Proyek ini merupakan upaya Kementerian Komunikasi dan Informatika (Kominfo) untuk mengikis kesenjangan digital terutama dalam layanan publik pemerintahan di seluruh wilayah Indonesia, khususnya di wilayah tertinggal, terdepan, dan terluar (3T).
Satria-1 ditargetkan dapat menjangkau 3.700 titik layanan kesehatan, 9.390 titik sekolah dan pesantren, 47.900 desa, dan 4.500 titik layanan publik. Selain memberikan manfaat sosial masyarakat, teknologi ini juga dapat mendukung perekonomian dan sistem keamanan dan pertahanan negara.
Ini juga tercatat sebagai satelit pertama di Asia dan yang terbesar untuk kelas di atas 100 Gbps.

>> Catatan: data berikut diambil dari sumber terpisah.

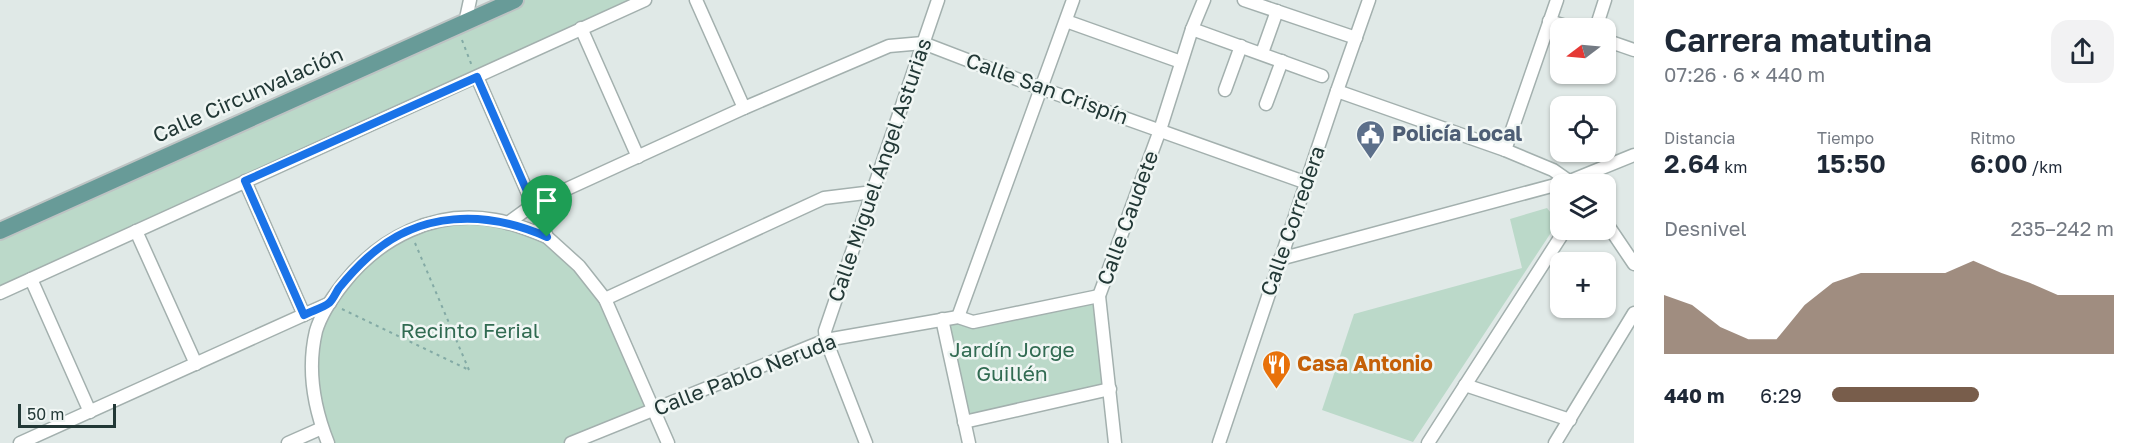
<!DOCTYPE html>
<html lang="es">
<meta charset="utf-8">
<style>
body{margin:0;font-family:"Golos Text",sans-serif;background:#f2f2f3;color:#1f2937;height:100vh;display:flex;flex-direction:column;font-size:22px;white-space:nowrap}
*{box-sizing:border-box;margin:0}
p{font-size:20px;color:#747a83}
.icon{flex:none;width:33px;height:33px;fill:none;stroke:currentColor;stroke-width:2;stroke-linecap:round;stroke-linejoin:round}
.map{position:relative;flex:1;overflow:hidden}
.sheet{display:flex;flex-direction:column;background:#fff;width:510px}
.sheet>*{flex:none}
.needle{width:39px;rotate:254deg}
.fabs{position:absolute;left:1550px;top:18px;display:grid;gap:12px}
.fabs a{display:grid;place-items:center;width:66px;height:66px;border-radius:12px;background:#fff;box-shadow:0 2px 4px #0004;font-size:30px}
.scale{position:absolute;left:18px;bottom:15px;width:98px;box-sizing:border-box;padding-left:6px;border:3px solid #223836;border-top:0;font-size:16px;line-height:21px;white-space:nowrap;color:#223836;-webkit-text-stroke:4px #f0f6f4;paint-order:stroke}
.pin{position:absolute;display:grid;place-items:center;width:51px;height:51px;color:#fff;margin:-62px -26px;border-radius:50% 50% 50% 0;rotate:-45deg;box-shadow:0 0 6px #0007}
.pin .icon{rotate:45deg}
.round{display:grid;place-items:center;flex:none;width:63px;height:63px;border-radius:18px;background:#f2f2f3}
.overview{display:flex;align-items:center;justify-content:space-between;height:102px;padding:0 30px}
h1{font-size:33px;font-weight:600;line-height:45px}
.stats{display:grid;grid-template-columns:repeat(3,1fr);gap:9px;height:102px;padding:6px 30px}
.stats div{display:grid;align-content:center}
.stats b{font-size:26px;font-weight:600}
.stats small{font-size:16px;font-weight:400}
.stats p{font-size:16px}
.chart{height:168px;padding:12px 30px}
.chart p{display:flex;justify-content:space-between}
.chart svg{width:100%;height:108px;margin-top:6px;fill:#785d4b;opacity:.7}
ul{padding:0 30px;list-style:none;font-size:20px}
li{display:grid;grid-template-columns:96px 72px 1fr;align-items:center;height:45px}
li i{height:15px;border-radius:8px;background:#785d4b}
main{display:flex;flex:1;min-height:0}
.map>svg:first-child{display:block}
.green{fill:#bbd9c9}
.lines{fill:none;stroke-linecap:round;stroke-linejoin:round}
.minor-casing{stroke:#a3b0ae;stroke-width:15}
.major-casing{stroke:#bdc3c3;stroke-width:20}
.path{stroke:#83aaa5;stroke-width:2;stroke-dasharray:3 4.5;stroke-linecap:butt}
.minor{stroke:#fff;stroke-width:12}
.major{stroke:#689b98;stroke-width:16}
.route-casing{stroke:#fff;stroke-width:12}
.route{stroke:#1a73e8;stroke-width:8}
.labels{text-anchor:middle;stroke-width:5;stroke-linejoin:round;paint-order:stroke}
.street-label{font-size:21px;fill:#223836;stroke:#f0f6f4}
.service-label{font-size:21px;font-weight:bold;fill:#4e5e75;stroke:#f0f6f4;text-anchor:start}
.park-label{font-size:21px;fill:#316b52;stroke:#f0f6f4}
.food-label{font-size:21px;font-weight:bold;fill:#c56008;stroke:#f0f6f4;text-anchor:start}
</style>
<main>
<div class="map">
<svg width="1634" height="443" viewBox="0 0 1634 443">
<rect width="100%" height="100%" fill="#e0e9e7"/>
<g class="green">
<path d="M515,0H646L0,293V231Z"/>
<path d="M1547,208L1558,222L1413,442L1322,410L1354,314L1522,268L1510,219Z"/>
<path d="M454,219L531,230L587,276L655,410L571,443H328L314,396L320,321L385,244Z"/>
<path d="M1099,296L1110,389L964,422L942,319L973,322Z"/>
</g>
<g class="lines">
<defs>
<g id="minor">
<path d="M696,0L744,108"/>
<path d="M1244,0L1356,38"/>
<path d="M1066,21L1181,62"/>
<path d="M1549,21L1572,28"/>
<path d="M465,23L470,0"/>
<path d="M581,28L638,157"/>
<path d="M1596,28L1605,0"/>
<path d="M1192,29L1322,76"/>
<path d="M1605,40L1634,50"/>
<path d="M1262,53L1277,11"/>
<path d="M477,77L547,237L579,266L605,299L668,443"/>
<path d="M1225,90L1241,46"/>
<path d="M1337,91L1505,150L1553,170L1573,184"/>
<path d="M1266,104L1282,61"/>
<path d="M1505,150L1557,0"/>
<path d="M245,181L304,315"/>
<path d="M1605,221L1634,264"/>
<path d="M508,223L534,204L744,108L889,46L923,43L1040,88L1307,183"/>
<path d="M136,231L196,364"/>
<path d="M1280,259L1570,181L1634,155"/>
<path d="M31,279L90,412"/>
<path d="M0,293L645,0"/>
<path d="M605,299L824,198L873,192"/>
<path d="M958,317L1073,0"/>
<path d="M942,319L969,443"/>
<path d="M1465,385L1570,420"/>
<path d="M964,422L1110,389"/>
<path d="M20,443L330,303"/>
<path d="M288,443L322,428"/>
<path d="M328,443C314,408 307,369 316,331C321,314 332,298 343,284C379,238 435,209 495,220C513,223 530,230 547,237"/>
<path d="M571,443L826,340L958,317L973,322L1099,296"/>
<path d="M866,443L826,340L825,331L938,0"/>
<path d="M1115,443L1099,296L1160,130L1192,29L1204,0"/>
<path d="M1219,443L1337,91L1369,0"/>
<path d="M1428,443L1565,230"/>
<path d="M1555,443L1634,313"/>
</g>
<path id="major" d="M0,231L515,0"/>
</defs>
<use href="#minor" class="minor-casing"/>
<use href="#major" class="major-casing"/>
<g class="path">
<path d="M462,40L472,66"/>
<path d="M415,243L469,370"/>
<path d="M342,309L469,370"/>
</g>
<use href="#minor" class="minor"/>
<use href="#major" class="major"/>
</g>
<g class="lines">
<defs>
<path id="route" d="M477,77L547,237C486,210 419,210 367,258C357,267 348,277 339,288C336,292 333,300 329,303C323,308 311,311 304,315L245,181Z"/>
</defs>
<use href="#route" class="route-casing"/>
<use href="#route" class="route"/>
</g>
<defs>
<symbol id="civic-pin" viewBox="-11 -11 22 30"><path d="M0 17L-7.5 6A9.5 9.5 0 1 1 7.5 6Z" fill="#5c6f8a" stroke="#f0f6f4"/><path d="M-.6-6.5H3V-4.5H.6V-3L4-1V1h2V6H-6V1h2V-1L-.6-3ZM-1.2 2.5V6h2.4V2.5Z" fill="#fff"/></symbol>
<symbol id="restaurant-pin" viewBox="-11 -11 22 30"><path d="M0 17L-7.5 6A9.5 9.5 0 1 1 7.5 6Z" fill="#e8710a" stroke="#f0f6f4"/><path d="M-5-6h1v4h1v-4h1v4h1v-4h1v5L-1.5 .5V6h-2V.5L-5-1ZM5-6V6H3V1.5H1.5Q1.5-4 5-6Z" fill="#fff"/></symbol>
</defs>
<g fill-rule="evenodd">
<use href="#civic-pin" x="1354" y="118" width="33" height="45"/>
<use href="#restaurant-pin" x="1260" y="348" width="33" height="45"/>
</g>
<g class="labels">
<g class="street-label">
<text transform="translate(1047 89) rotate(20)" y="7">Calle San Crispín</text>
<text transform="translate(248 95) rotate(-24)" y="7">Calle Circunvalación</text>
<text transform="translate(880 170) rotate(-71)" y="7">Calle Miguel Ángel Asturias</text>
<text transform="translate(1128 218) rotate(-70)" y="7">Calle Caudete</text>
<text transform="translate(1293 221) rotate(-71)" y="7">Calle Corredera</text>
<text transform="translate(745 375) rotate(-21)" y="7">Calle Pablo Neruda</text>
</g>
<g class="service-label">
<text x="1392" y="141">Policía Local</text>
</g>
<g class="park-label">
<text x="470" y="338">Recinto Ferial</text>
<text x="1012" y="357">Jardín Jorge<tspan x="1012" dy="24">Guillén</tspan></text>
</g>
<g class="food-label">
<text x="1297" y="371">Casa Antonio</text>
</g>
</g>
</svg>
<div class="fabs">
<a><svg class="needle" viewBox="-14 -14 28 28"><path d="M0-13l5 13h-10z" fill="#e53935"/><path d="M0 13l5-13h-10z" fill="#747a83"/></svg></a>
<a><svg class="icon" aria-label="locate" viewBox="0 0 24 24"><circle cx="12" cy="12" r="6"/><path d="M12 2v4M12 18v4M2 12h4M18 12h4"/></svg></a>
<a><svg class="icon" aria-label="layers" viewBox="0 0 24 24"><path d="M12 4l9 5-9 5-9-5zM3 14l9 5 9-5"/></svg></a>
<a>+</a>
</div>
<div class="scale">50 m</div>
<div class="pin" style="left:547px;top:237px;background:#1e9e55"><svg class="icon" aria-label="arrive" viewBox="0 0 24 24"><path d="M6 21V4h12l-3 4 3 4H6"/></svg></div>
</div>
<section class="sheet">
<div class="overview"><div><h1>Carrera matutina</h1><p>07:26 · 6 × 440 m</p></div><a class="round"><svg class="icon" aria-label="share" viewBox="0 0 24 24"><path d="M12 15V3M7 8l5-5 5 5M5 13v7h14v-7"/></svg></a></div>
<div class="stats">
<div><p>Distancia</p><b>2.64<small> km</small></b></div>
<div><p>Tiempo</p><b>15:50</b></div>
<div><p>Ritmo</p><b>6:00<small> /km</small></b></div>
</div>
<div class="chart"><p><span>Desnivel</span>235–242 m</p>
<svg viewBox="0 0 160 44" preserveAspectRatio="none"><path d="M0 44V20L10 24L20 33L30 38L40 38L50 24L60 15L70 11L80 11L90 11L100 11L110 6L120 11L130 15L140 20L150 20L160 20V44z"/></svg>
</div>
<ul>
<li><b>440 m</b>6:29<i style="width:52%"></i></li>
</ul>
</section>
</main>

Bahkan terhitung nomor lima di dunia dari sisi kapasitas. Satria-1 memiliki kapasitas total 150 Gbps.
Satelit yang diproduksi di Thales Alenia Space, Prancis itu memiliki tiga antena reflektor dan 116 spot beams untuk menjangkau seluruh wilayah Indonesia. Adapun teknologi pemrosesan digital yang digunakan paling baru yaitu prosesor transparan digital.

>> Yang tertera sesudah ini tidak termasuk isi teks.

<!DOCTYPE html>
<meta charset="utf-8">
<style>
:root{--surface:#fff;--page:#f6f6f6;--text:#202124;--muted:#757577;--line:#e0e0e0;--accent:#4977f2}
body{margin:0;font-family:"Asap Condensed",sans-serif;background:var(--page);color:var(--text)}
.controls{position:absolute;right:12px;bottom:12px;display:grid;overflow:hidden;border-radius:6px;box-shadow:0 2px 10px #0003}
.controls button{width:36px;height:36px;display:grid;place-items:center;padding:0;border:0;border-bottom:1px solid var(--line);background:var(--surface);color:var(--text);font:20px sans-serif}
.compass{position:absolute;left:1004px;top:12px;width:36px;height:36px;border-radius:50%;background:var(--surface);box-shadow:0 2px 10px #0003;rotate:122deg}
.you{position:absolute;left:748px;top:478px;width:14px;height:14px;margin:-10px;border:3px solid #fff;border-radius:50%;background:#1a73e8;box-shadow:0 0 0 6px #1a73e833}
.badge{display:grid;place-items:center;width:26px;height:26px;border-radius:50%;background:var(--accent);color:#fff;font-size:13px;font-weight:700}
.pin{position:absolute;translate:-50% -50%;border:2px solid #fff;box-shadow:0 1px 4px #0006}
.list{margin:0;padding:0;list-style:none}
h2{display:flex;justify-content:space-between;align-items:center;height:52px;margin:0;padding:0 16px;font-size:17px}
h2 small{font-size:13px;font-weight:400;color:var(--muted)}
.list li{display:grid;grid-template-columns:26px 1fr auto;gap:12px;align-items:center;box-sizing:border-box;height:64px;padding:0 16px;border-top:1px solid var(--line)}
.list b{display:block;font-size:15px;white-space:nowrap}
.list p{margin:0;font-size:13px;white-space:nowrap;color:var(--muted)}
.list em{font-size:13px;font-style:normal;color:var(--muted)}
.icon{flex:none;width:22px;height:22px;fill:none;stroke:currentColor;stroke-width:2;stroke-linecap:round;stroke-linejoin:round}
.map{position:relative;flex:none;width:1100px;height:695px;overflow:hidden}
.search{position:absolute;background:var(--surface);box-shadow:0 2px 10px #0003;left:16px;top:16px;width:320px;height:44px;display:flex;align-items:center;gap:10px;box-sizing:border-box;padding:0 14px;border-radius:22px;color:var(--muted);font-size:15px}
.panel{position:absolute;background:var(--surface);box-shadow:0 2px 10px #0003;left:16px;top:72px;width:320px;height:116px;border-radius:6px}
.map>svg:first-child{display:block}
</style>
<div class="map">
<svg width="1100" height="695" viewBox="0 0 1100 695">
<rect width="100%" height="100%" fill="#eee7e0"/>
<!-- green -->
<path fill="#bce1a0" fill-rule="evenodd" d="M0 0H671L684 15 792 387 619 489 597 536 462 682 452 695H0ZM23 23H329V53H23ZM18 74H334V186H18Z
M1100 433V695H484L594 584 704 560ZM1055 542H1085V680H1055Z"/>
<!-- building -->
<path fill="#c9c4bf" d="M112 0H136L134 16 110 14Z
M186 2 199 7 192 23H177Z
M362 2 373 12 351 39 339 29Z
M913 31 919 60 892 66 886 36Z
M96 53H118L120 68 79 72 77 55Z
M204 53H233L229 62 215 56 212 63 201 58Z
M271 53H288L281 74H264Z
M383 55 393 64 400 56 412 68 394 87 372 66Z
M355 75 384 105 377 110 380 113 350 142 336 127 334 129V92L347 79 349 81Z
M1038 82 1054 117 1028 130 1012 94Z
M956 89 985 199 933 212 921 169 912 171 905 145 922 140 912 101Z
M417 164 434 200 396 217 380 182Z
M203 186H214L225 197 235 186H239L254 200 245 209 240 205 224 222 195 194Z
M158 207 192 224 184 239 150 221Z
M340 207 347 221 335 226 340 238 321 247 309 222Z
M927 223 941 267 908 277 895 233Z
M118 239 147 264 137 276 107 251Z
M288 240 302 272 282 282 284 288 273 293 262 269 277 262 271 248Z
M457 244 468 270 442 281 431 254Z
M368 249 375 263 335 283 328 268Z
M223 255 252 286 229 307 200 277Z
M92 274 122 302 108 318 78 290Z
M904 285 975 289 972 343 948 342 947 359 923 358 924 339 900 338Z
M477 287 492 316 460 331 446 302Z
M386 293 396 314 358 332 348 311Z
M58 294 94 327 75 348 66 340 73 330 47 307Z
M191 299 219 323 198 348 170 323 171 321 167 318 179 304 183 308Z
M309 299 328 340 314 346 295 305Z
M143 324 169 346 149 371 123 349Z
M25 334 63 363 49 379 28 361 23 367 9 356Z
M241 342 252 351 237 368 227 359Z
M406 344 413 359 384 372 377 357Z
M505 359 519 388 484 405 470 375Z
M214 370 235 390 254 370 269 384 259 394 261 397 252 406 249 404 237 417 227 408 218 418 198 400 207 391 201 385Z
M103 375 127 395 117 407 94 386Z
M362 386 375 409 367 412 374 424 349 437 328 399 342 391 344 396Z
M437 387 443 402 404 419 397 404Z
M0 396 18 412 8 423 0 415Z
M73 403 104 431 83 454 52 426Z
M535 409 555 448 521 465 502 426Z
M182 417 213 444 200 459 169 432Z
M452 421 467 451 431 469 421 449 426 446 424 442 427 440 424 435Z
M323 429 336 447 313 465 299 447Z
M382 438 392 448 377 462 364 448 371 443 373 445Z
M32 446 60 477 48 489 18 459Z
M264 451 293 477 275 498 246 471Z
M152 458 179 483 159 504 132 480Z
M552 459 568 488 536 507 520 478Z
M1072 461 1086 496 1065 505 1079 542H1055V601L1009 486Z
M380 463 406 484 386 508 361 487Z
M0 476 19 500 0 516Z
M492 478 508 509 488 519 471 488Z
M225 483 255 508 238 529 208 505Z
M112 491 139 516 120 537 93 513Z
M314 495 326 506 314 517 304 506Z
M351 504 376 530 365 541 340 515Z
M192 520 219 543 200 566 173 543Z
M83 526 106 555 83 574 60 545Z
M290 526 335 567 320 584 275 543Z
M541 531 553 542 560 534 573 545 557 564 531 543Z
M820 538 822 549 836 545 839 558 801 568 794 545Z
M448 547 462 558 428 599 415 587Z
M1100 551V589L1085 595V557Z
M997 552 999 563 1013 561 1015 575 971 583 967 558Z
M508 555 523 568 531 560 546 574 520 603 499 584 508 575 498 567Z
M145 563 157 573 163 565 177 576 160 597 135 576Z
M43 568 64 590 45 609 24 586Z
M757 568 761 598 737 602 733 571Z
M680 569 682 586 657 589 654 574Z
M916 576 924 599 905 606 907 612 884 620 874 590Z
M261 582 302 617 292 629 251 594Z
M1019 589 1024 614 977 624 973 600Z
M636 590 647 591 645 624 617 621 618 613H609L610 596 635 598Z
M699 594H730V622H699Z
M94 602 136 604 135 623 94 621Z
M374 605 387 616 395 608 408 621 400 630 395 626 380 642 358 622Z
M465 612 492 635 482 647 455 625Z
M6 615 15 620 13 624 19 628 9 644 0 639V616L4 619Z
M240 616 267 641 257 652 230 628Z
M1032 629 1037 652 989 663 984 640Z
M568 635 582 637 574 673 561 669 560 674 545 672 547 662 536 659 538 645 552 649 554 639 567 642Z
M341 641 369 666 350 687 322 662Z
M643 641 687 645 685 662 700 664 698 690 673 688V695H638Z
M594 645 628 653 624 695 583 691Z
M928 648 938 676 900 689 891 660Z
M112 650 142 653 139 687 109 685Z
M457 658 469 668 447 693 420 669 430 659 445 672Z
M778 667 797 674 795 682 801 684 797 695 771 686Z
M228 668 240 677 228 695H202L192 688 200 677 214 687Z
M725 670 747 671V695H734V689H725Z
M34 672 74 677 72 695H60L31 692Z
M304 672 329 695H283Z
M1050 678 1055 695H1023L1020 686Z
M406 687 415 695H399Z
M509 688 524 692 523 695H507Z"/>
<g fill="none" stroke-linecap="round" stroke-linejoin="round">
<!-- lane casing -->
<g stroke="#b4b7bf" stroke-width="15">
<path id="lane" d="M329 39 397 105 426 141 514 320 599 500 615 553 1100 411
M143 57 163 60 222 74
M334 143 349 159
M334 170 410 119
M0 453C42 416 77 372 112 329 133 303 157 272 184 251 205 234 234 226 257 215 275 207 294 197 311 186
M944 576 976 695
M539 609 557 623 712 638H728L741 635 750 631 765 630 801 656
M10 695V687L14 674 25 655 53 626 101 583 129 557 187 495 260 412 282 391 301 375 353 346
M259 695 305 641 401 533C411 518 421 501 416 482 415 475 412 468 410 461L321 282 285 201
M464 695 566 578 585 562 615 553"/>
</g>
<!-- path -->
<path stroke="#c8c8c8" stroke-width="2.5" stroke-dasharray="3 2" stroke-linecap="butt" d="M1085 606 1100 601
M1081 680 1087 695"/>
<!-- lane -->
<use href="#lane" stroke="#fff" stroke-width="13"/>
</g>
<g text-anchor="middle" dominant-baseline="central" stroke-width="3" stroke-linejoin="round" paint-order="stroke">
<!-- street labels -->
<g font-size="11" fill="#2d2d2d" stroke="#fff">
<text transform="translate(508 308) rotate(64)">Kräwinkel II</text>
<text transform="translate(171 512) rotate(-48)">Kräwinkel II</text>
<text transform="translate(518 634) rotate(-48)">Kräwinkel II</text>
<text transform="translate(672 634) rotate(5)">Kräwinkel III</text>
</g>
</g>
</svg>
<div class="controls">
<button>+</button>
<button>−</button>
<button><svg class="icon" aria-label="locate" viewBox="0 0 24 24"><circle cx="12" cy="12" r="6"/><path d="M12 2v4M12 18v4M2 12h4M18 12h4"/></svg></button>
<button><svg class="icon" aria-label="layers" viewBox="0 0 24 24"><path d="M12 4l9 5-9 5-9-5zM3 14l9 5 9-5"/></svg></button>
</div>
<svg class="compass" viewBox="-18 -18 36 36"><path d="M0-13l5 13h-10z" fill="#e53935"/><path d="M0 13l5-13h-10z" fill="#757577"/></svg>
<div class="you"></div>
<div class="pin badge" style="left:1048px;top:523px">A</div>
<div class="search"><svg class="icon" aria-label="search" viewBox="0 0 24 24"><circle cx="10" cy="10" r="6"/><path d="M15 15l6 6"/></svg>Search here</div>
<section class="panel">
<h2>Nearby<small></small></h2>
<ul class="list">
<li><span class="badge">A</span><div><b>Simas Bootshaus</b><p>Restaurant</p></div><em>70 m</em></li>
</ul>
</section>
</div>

Kemudian, Satria-1 yang berbobot 4,6 ton itu akan mengorbit slot orbit 146 derajat E dengan masa guna minimal 15 tahun. Merupakan teknologi Very HTS pada Ka-band yang pertama digunakan di Indonesia, 'tol langit' juga dilengkapi mekanisme 4 pendorong listrik. Bahkan, menjadi satelit pertama di Asia yang mengadopsi bodi Spacebus Neo Level 6.
Dengan operasi transmisi lewat udara, layanannya akan menjangkau cakupan wilayah yang sangat luas dari Sabang sampai Merauke, dari Miangas sampai Pulau Rote. Cakupan layanan yang luas akan mampu mengatasi hambatan geografis seperti daratan, gunung, bukit, lembah dan ngarai.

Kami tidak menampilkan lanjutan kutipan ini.